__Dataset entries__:
++++++++++++++++++++
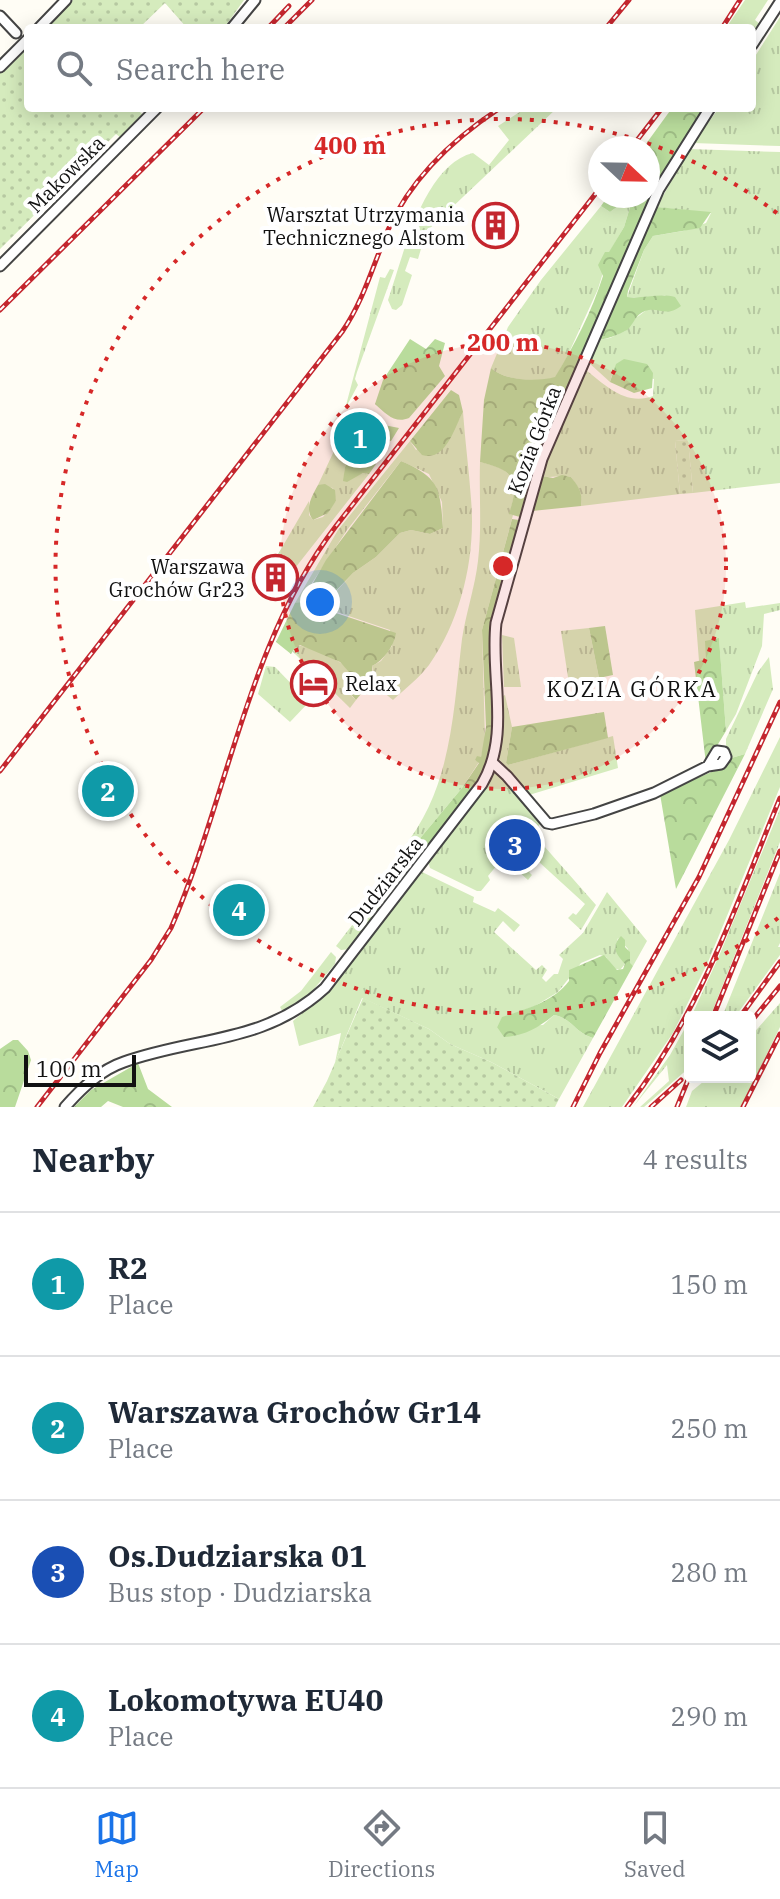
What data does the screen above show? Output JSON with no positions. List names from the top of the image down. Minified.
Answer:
{"streets":{"street":["Makowska","Kozia Górka","Dudziarska"]},"crossings":[["Kozia Górka","Dudziarska"]],"districts":["KOZIA GÓRKA"],"places":{"building":["Warsztat Utrzymania Technicznego Alstom","Warszawa Grochów Gr23"],"hotel":["Relax"]},"scale_bar":"100 m","north":"right","page":{"search":"Search here","pins":["1","2","3","4"],"scale":"100 m","heading":["Nearby","4 results"],"list":[{"mark":"1","name":"R2","note":"Place","value":"150 m"},{"mark":"2","name":"Warszawa Grochów Gr14","note":"Place","value":"250 m"},{"mark":"3","name":"Os.Dudziarska 01","note":"Bus stop · Dudziarska","value":"280 m"},{"mark":"4","name":"Lokomotywa EU40","note":"Place","value":"290 m"}],"nav":["Map","Directions","Saved"]},"rings":["400 m","200 m"]}
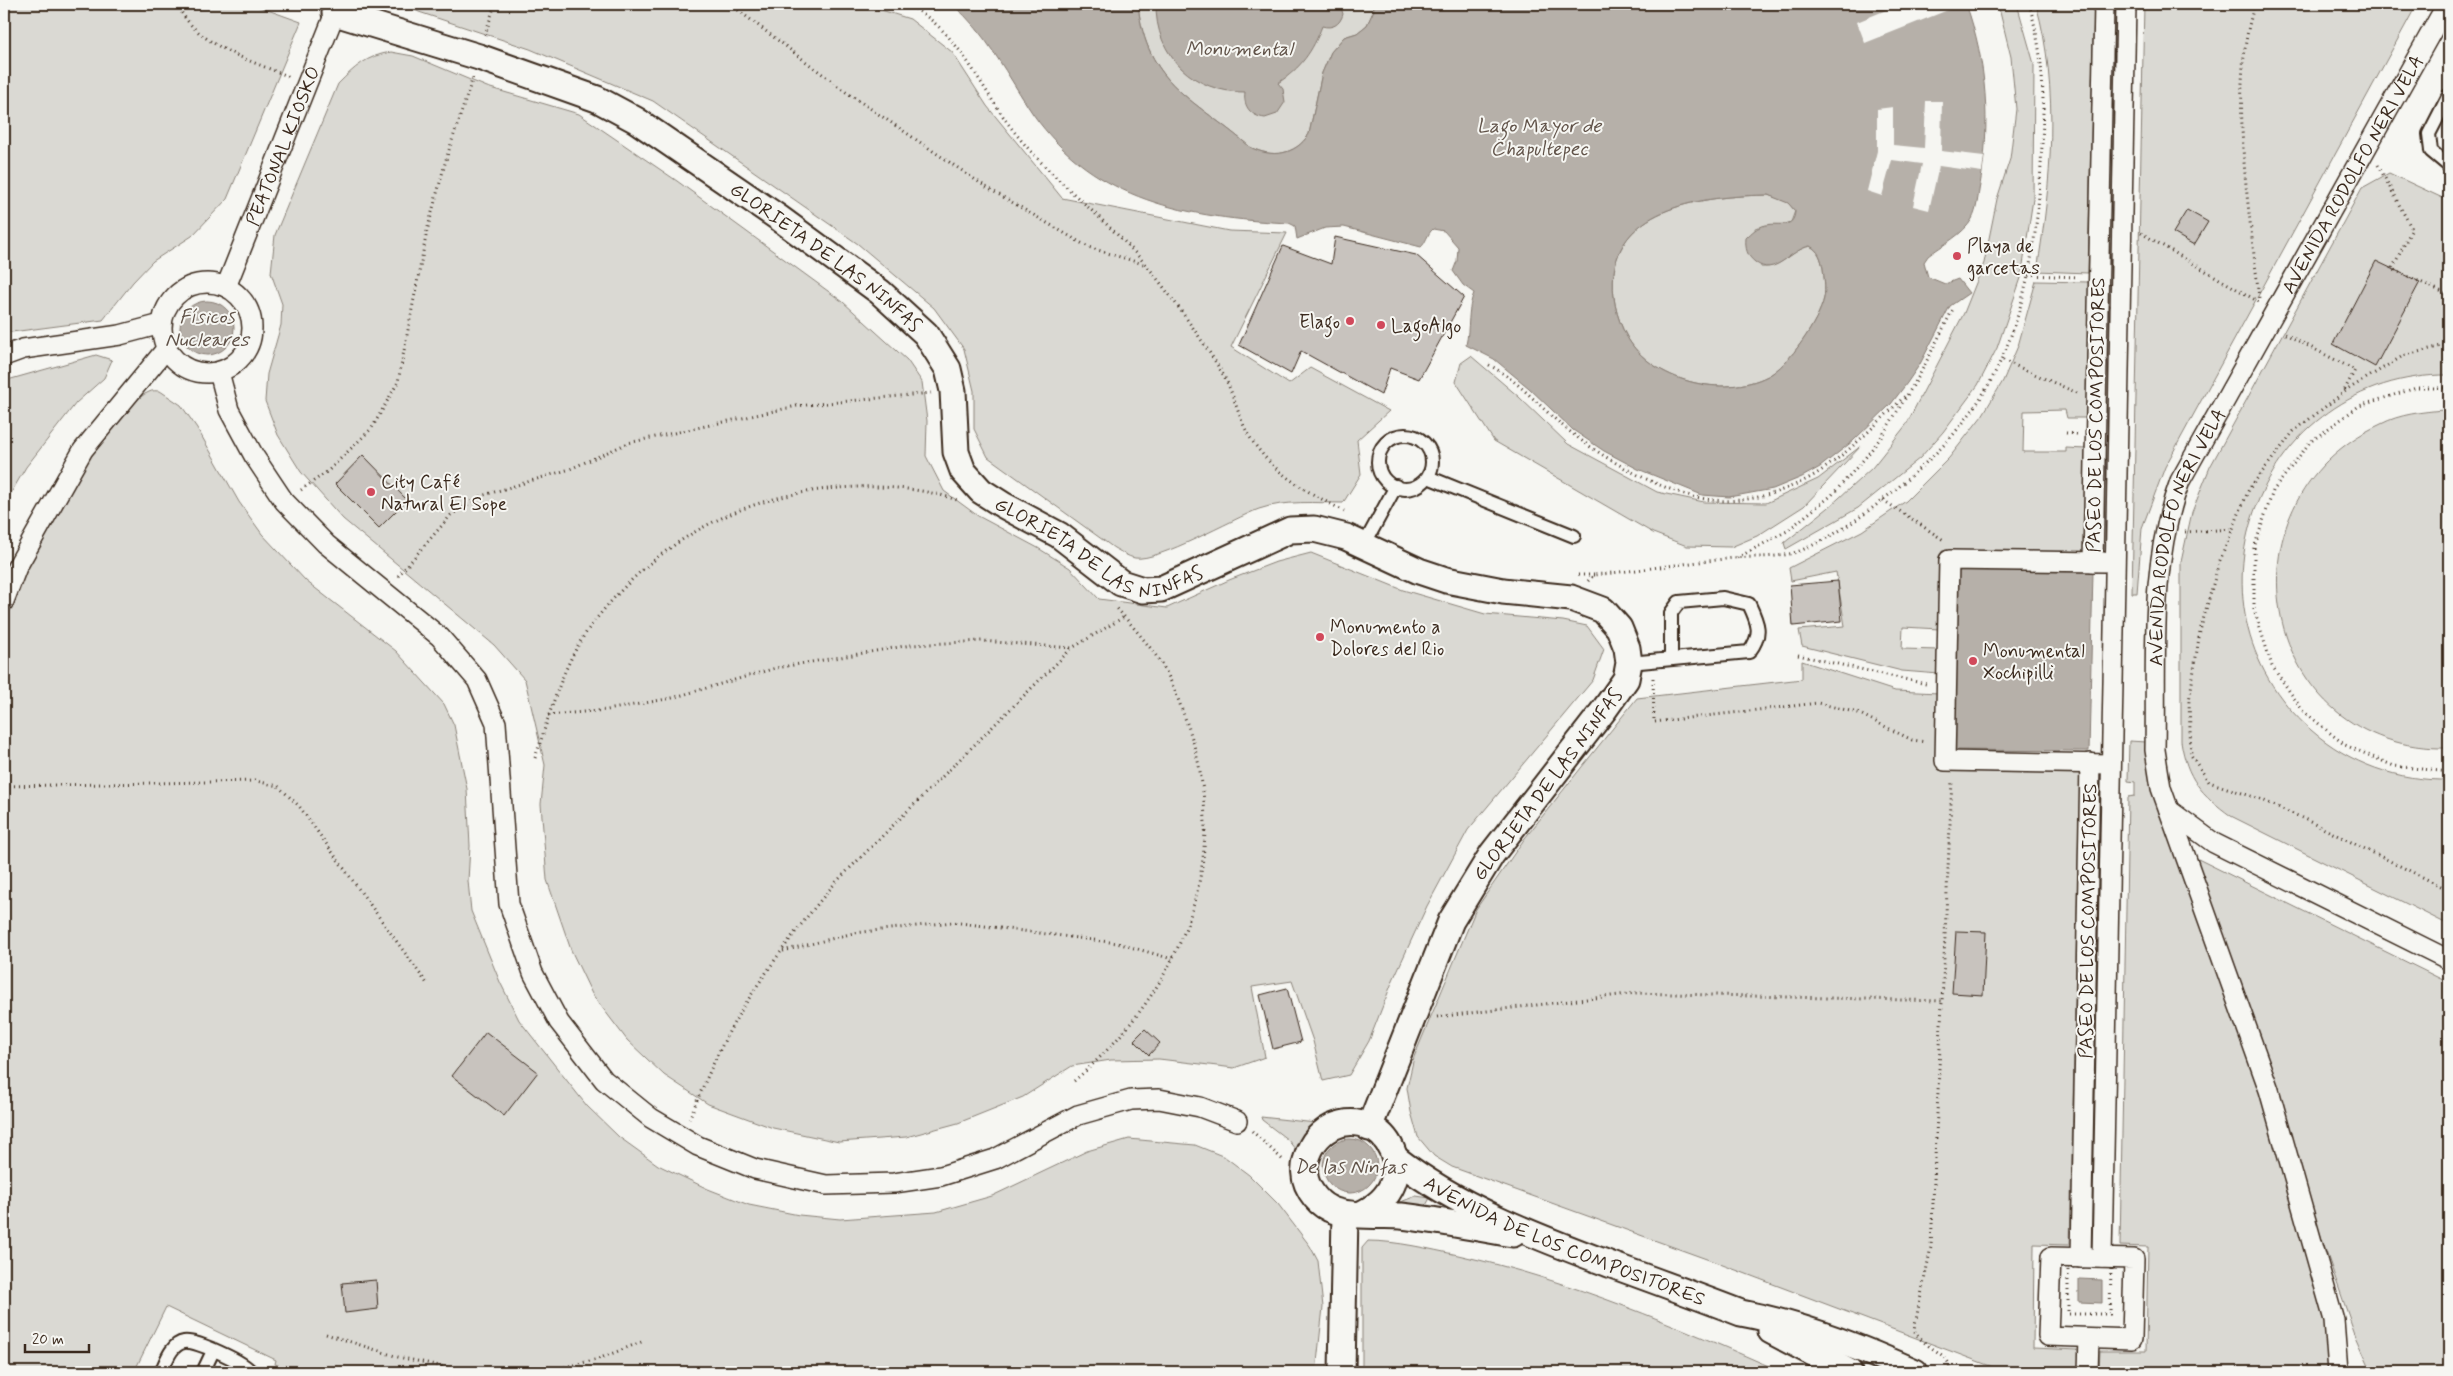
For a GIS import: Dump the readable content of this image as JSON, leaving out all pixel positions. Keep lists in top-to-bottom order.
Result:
++++++++++++++++++++
__Problem statement__: Reproduce all entries above exactly, minus the images.

__Reply to the task__:
What data does the screen above show? Output JSON with no positions. List names from the top of the image down. Minified.
Answer:
{"streets":{"street":["Makowska","Kozia Górka","Dudziarska"]},"crossings":[["Kozia Górka","Dudziarska"]],"districts":["KOZIA GÓRKA"],"places":{"building":["Warsztat Utrzymania Technicznego Alstom","Warszawa Grochów Gr23"],"hotel":["Relax"]},"scale_bar":"100 m","north":"right","page":{"search":"Search here","pins":["1","2","3","4"],"scale":"100 m","heading":["Nearby","4 results"],"list":[{"mark":"1","name":"R2","note":"Place","value":"150 m"},{"mark":"2","name":"Warszawa Grochów Gr14","note":"Place","value":"250 m"},{"mark":"3","name":"Os.Dudziarska 01","note":"Bus stop · Dudziarska","value":"280 m"},{"mark":"4","name":"Lokomotywa EU40","note":"Place","value":"290 m"}],"nav":["Map","Directions","Saved"]},"rings":["400 m","200 m"]}
For a GIS import: Dump the readable content of this image as JSON, leaving out all pixel positions. Keep lists in top-to-bottom order.
Result:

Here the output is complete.